■ WHAT THIS TASK INVOLVES ■
Find the string "button" in the records. Copy every line it appears in.

■ SUPPLIED MATERIAL ■
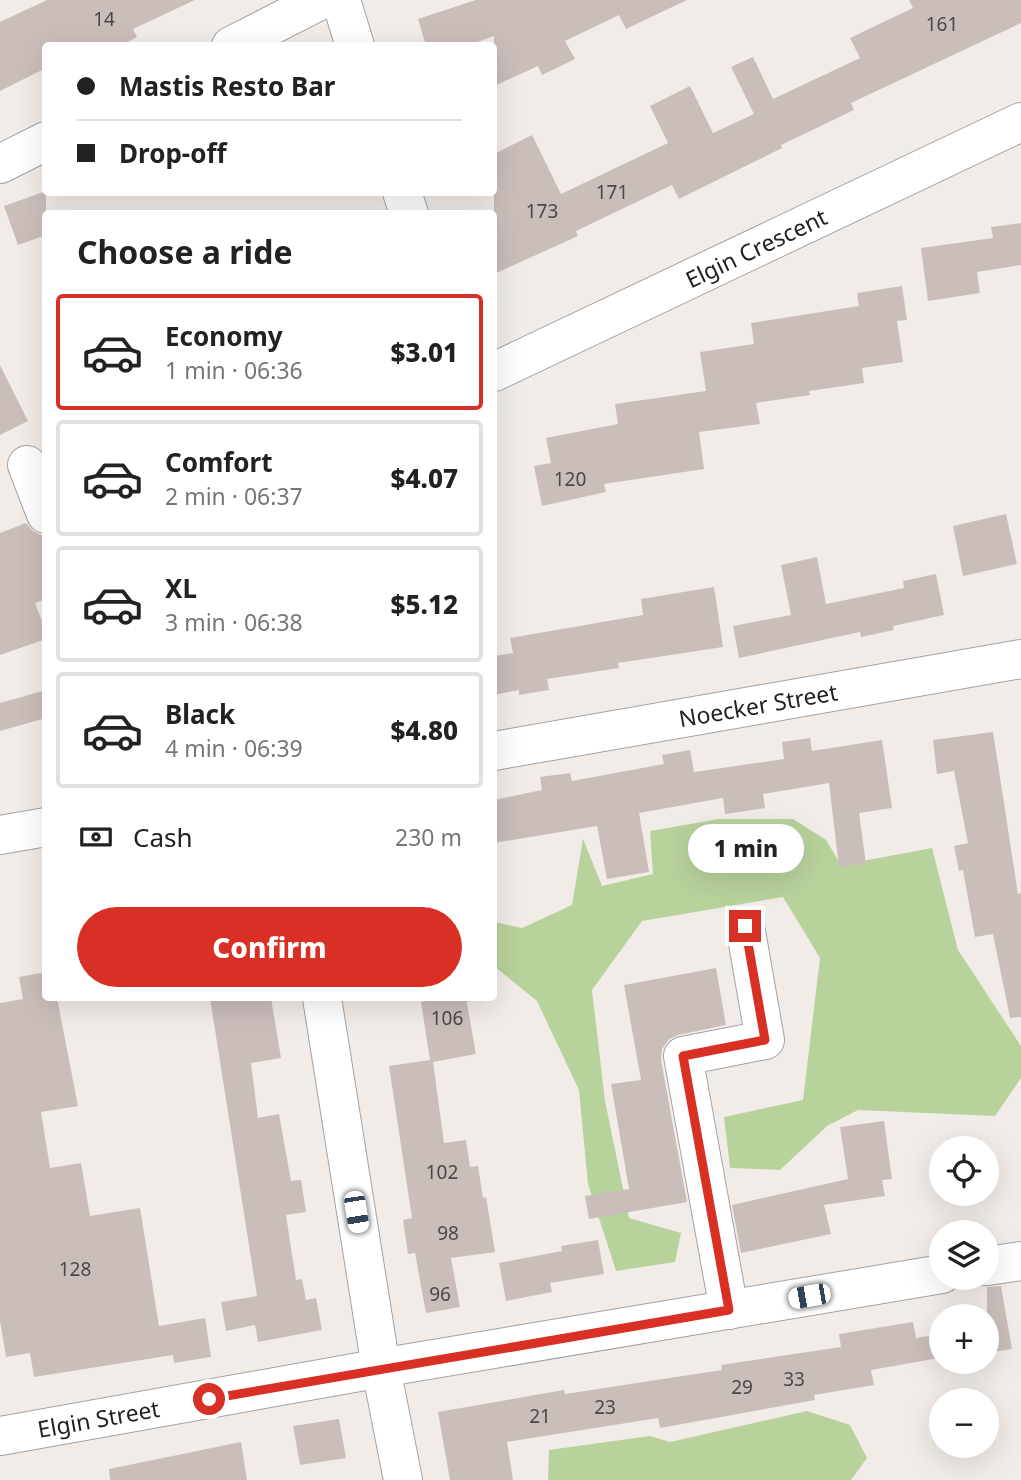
<!DOCTYPE html>
<meta charset="utf-8">
<style>
body{margin:0;font-family:"Noto Sans",sans-serif;background:#f6f6f6;color:#222;height:100vh;display:flex;flex-direction:column;font-size:26px;white-space:nowrap}
*{box-sizing:border-box;margin:0}
p{font-size:23px;color:#767676}
.icon{flex:none;width:38px;height:38px;fill:none;stroke:currentColor;stroke-width:2;stroke-linecap:round;stroke-linejoin:round}
.map{position:relative;flex:1;overflow:hidden}
.panel{position:absolute;left:42px;top:210px;width:455px;height:791px;display:flex;flex-direction:column;background:#fff;border-radius:7px;box-shadow:0 7px 28px #0002}
.panel>*{flex:none}
.banner{position:absolute;left:42px;top:42px;width:455px;height:154px;border-radius:7px;box-shadow:0 7px 28px #0002;display:grid;align-content:center;height:154px;padding:0 35px;background:#fff}
.controls{position:absolute;left:929px;top:1136px;display:grid;gap:14px}
.controls a{display:grid;place-items:center;width:70px;height:70px;border-radius:50%;background:#fff;box-shadow:0 7px 28px #0002;font-size:35px}
.end{position:absolute;width:32px;height:32px;margin:-16px;border:9px solid #d93025;background:#fff;box-shadow:0 0 0 4px #fff}
.from{border-radius:50%}
.bubble{position:absolute;height:49px;border-radius:24px;background:#fff;box-shadow:0 7px 28px #0002;font-size:23px;font-weight:800;line-height:49px;text-align:center}
.car{position:absolute;width:21px;height:42px;margin:-21px -10px;border-radius:9px;box-shadow:0 0 5px 2px #0007;background:linear-gradient(#fff 24%,#345 0 40%,#fff 0 76%,#345 0 86%,#fff 0)}
.banner b{display:flex;align-items:center;gap:24px;height:66px;font-size:26px}
.banner b+b{border-top:2px solid #e0e0e0}
.banner i{width:18px;height:18px;background:#222}
ul{padding:0;list-style:none}
li{display:flex;align-items:center;gap:21px;height:116px;margin:0 14px 10px;padding:0 21px;border:4px solid #e0e0e0;border-radius:7px}
li div{flex:1}
li b{display:block;font-size:26px}
li em{font-style:normal;font-weight:800}
li.selected{border-color:#d93025}
li>.icon{width:63px;height:63px;stroke-width:1.5}
h2{padding:0 35px;font-size:32px;line-height:84px}
.pay{display:flex;align-items:center;gap:18px;height:77px;padding:0 35px;font-size:26px}
.pay p{margin-inline-start:auto}
.primary-button{display:flex;gap:14px;margin-top:auto;padding:14px 35px}
.primary-button a{flex:1;height:80px;border-radius:42px;background:#d93025;color:#fff;font-size:28px;font-weight:800;line-height:80px;text-align:center}
.map>svg:first-child{display:block}
.forest{fill:#b8d29c}
.building{fill:#cabebb}
.lines{fill:none;stroke-linecap:round;stroke-linejoin:round}
.minor-casing{stroke:#a2a2a2;stroke-width:40}
.minor{stroke:#fff;stroke-width:38}
.route{stroke:#d93025;stroke-width:9}
.labels{text-anchor:middle;dominant-baseline:central;stroke-width:5;stroke-linejoin:round;paint-order:stroke}
.number-label{font-size:19px;fill:#4b4848}
.street-label{font-size:23px;fill:#212121;stroke:#fff}
</style>
<div class="map">
<svg width="1021" height="1480" viewBox="0 0 1021 1480">
<rect width="100%" height="100%" fill="#f2ece8"/>
<!-- forest -->
<g class="forest">
<polygon points="719,819 793,819 826,840 841,865 932,848 958,950 1021,1046 1021,1078 995,1116 858,1110 827,1126 780,1170 730,1168 724,1117 803,1100 820,958 783,897 642,921 592,990 605,1101 629,1218 681,1233 675,1262 616,1271 588,1184 579,1090 537,1001 494,966 494,922 522,928 572,905 583,839 602,886 653,874 650,831"/>
<polygon points="807,1411 850,1425 867,1458 851,1480 548,1480 549,1450 650,1436 670,1442"/>
</g>
<!-- building -->
<g class="building">
<polygon points="47,0 195,0 133,29 137,37 120,46 46,46 46,68 0,91 0,22"/>
<polygon points="476,0 687,0 626,29 619,15 565,41 575,59 542,75 538,66 494,86 494,36 466,46 426,46 418,19"/>
<polygon points="909,0 1021,0 1021,23 851,103 854,110 781,145 782,148 679,199 672,185 576,231 578,236 494,274 494,154 532,135 561,194 668,143 650,106 690,86 713,133 754,114 731,67 753,57 773,99 860,58 850,38 913,8"/>
<polygon points="46,191 46,235 18,245 4,206"/>
<polygon points="1021,223 1021,265 977,272 980,293 928,301 921,248 993,238 991,227"/>
<polygon points="902,286 907,320 897,321 903,362 862,368 864,383 809,391 810,395 756,403 760,424 699,432 704,469 604,484 606,492 542,506 534,466 551,463 546,438 618,424 615,404 706,391 700,352 754,344 751,323 859,306 857,293"/>
<polygon points="0,365 28,421 0,435"/>
<polygon points="1006,514 1017,564 963,576 953,526"/>
<polygon points="26,523 33,531 43,536 46,542 46,599 35,603 46,632 46,639 0,655 0,533"/>
<polygon points="817,557 826,604 904,588 903,581 936,574 944,615 893,626 894,630 861,637 860,632 739,658 733,626 791,615 781,565"/>
<polygon points="714,587 723,647 618,663 619,668 547,679 549,690 519,695 519,690 494,695 494,656 513,653 510,638 643,615 641,599"/>
<polygon points="46,690 46,718 0,731 0,703"/>
<polygon points="993,732 1018,894 1021,893 1021,1017 1010,1018 993,934 975,937 963,870 959,871 954,846 968,843 954,771 937,774 933,740"/>
<polygon points="810,738 812,751 882,740 892,808 859,813 866,864 839,867 829,783 763,794 765,808 725,814 723,798 639,813 649,872 607,879 597,826 494,843 494,800 542,790 540,777 570,773 572,781 664,764 662,755 690,750 694,772 784,759 782,742"/>
<polygon points="716,968 726,1025 678,1035 669,1039 662,1049 661,1060 687,1202 589,1219 585,1196 629,1189 611,1084 641,1080 624,985"/>
<polygon points="46,972 46,998 57,998 78,1106 41,1112 50,1168 81,1163 90,1216 140,1208 159,1326 205,1318 211,1357 174,1363 173,1355 34,1377 30,1353 6,1357 0,1321 0,1003 23,999 19,977"/>
<polygon points="210,998 271,998 281,1058 251,1063 258,1118 279,1114 291,1181 301,1180 306,1212 286,1215 296,1280 302,1279 306,1300 316,1298 322,1330 258,1342 255,1325 226,1331 221,1302 257,1296"/>
<polygon points="445,998 466,998 476,1054 433,1062 444,1143 466,1140 470,1167 478,1166 483,1198 486,1197 495,1252 451,1258 460,1307 426,1313 415,1253 408,1254 403,1220 412,1218 389,1066 430,1060 421,1002"/>
<polygon points="884,1121 892,1179 882,1180 885,1196 824,1205 831,1234 741,1253 732,1205 848,1179 840,1127"/>
<polygon points="598,1240 604,1274 550,1283 552,1292 506,1301 499,1263 562,1251 561,1246"/>
<polygon points="1001,1286 1012,1349 987,1353 987,1287"/>
<polygon points="913,1322 916,1338 935,1335 939,1358 871,1370 874,1385 814,1395 815,1400 660,1428 658,1418 507,1442 513,1480 450,1480 438,1412 564,1390 565,1394 722,1370 721,1365 841,1347 839,1334"/>
<polygon points="339,1419 346,1458 300,1465 293,1426"/>
<polygon points="241,1442 247,1480 110,1480 109,1469"/>
</g>
<g class="lines">
<defs>
<g id="minor">
<polyline points="341,0 355,46"/>
<polyline points="231,46 321,0"/>
<polyline points="0,164 46,141"/>
<polyline points="402,192 409,214"/>
<path id="s1" d="M 494,372 L 1021,122"/>
<polyline points="27,465 46,514"/>
<path id="s2" d="M 494,751 L 1021,659"/>
<polyline points="0,835 46,827"/>
<polyline points="322,998 381,1368 403,1480"/>
<polyline points="987,1266 1021,1261"/>
<polyline points="729,1310 683,1056 765,1040 745,926"/>
<path id="s3" d="M 0,1436 L 404,1364 L 942,1274"/>
</g>
</defs>
<!-- minor casing -->
<use href="#minor" class="minor-casing"/>
<!-- minor -->
<use href="#minor" class="minor"/>
</g>
<g class="lines">
<!-- route -->
<polyline class="route" points="209,1399 729,1310 683,1056 765,1040 745,926"/>
</g>
<g class="labels">
<!-- number labels -->
<g class="number-label">
<text x="104" y="19">14</text>
<text x="942" y="24">161</text>
<text x="612" y="192">171</text>
<text x="542" y="211">173</text>
<text x="570" y="479">120</text>
<text x="447" y="1018">106</text>
<text x="442" y="1172">102</text>
<text x="448" y="1233">98</text>
<text x="75" y="1269">128</text>
<text x="440" y="1294">96</text>
<text x="794" y="1379">33</text>
<text x="742" y="1387">29</text>
<text x="605" y="1407">23</text>
<text x="540" y="1416">21</text>
</g>
<!-- street labels -->
<g class="street-label">
<text stroke="none"><textPath href="#s1" startOffset="290">Elgin Crescent</textPath></text>
<text stroke="none"><textPath href="#s2" startOffset="268">Noecker Street</textPath></text>
<text stroke="none"><textPath href="#s3" startOffset="100">Elgin Street</textPath></text>
</g>
</g>
</svg>
<div class="controls">
<a><svg class="icon" aria-label="locate" viewBox="0 0 24 24"><circle cx="12" cy="12" r="6"/><path d="M12 2v4M12 18v4M2 12h4M18 12h4"/></svg></a>
<a><svg class="icon" aria-label="layers" viewBox="0 0 24 24"><path d="M12 4l9 5-9 5-9-5zM3 14l9 5 9-5"/></svg></a>
<a>+</a>
<a>−</a>
</div>
<i class="end from" style="left:209px;top:1399px"></i>
<i class="end" style="left:745px;top:926px"></i>
<div class="bubble" style="left:688px;top:824px;width:116px">1 min</div>
<i class="car" style="left:356px;top:1212px;rotate:171deg"></i>
<i class="car" style="left:809px;top:1296px;rotate:260deg"></i>
<div class="banner">
<b><i class="from"></i>Mastis Resto Bar</b>
<b><i></i>Drop-off</b>
</div>
<section class="panel">
<h2>Choose a ride</h2>
<ul>
<li class="selected"><svg class="icon" aria-label="car" viewBox="0 0 24 24"><path d="M5 17H2v-5l4-1 3-4h7l3 4 3 1v5h-3M9 17h6M6 11h13"/><circle cx="7" cy="17" r="2"/><circle cx="17" cy="17" r="2"/></svg><div><b>Economy</b><p>1 min · 06:36</p></div><em>$3.01</em></li>
<li><svg class="icon" aria-label="car" viewBox="0 0 24 24"><path d="M5 17H2v-5l4-1 3-4h7l3 4 3 1v5h-3M9 17h6M6 11h13"/><circle cx="7" cy="17" r="2"/><circle cx="17" cy="17" r="2"/></svg><div><b>Comfort</b><p>2 min · 06:37</p></div><em>$4.07</em></li>
<li><svg class="icon" aria-label="car" viewBox="0 0 24 24"><path d="M5 17H2v-5l4-1 3-4h7l3 4 3 1v5h-3M9 17h6M6 11h13"/><circle cx="7" cy="17" r="2"/><circle cx="17" cy="17" r="2"/></svg><div><b>XL</b><p>3 min · 06:38</p></div><em>$5.12</em></li>
<li><svg class="icon" aria-label="car" viewBox="0 0 24 24"><path d="M5 17H2v-5l4-1 3-4h7l3 4 3 1v5h-3M9 17h6M6 11h13"/><circle cx="7" cy="17" r="2"/><circle cx="17" cy="17" r="2"/></svg><div><b>Black</b><p>4 min · 06:39</p></div><em>$4.80</em></li>
</ul>
<div class="pay"><svg class="icon" aria-label="cash" viewBox="0 0 24 24"><path d="M3 7h18v10H3z"/><circle cx="12" cy="12" r="2"/></svg>Cash<p>230 m</p></div>
<div class="primary-button"><a>Confirm</a></div>
</section>
</div>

■ SOLUTION TO THIS EXERCISE ■
.primary-button{display:flex;gap:14px;margin-top:auto;padding:14px 35px}
.primary-button a{flex:1;height:80px;border-radius:42px;background:#d93025;color:#fff;font-size:28px;font-weight:800;line-height:80px;text-align:center}
<div class="primary-button"><a>Confirm</a></div>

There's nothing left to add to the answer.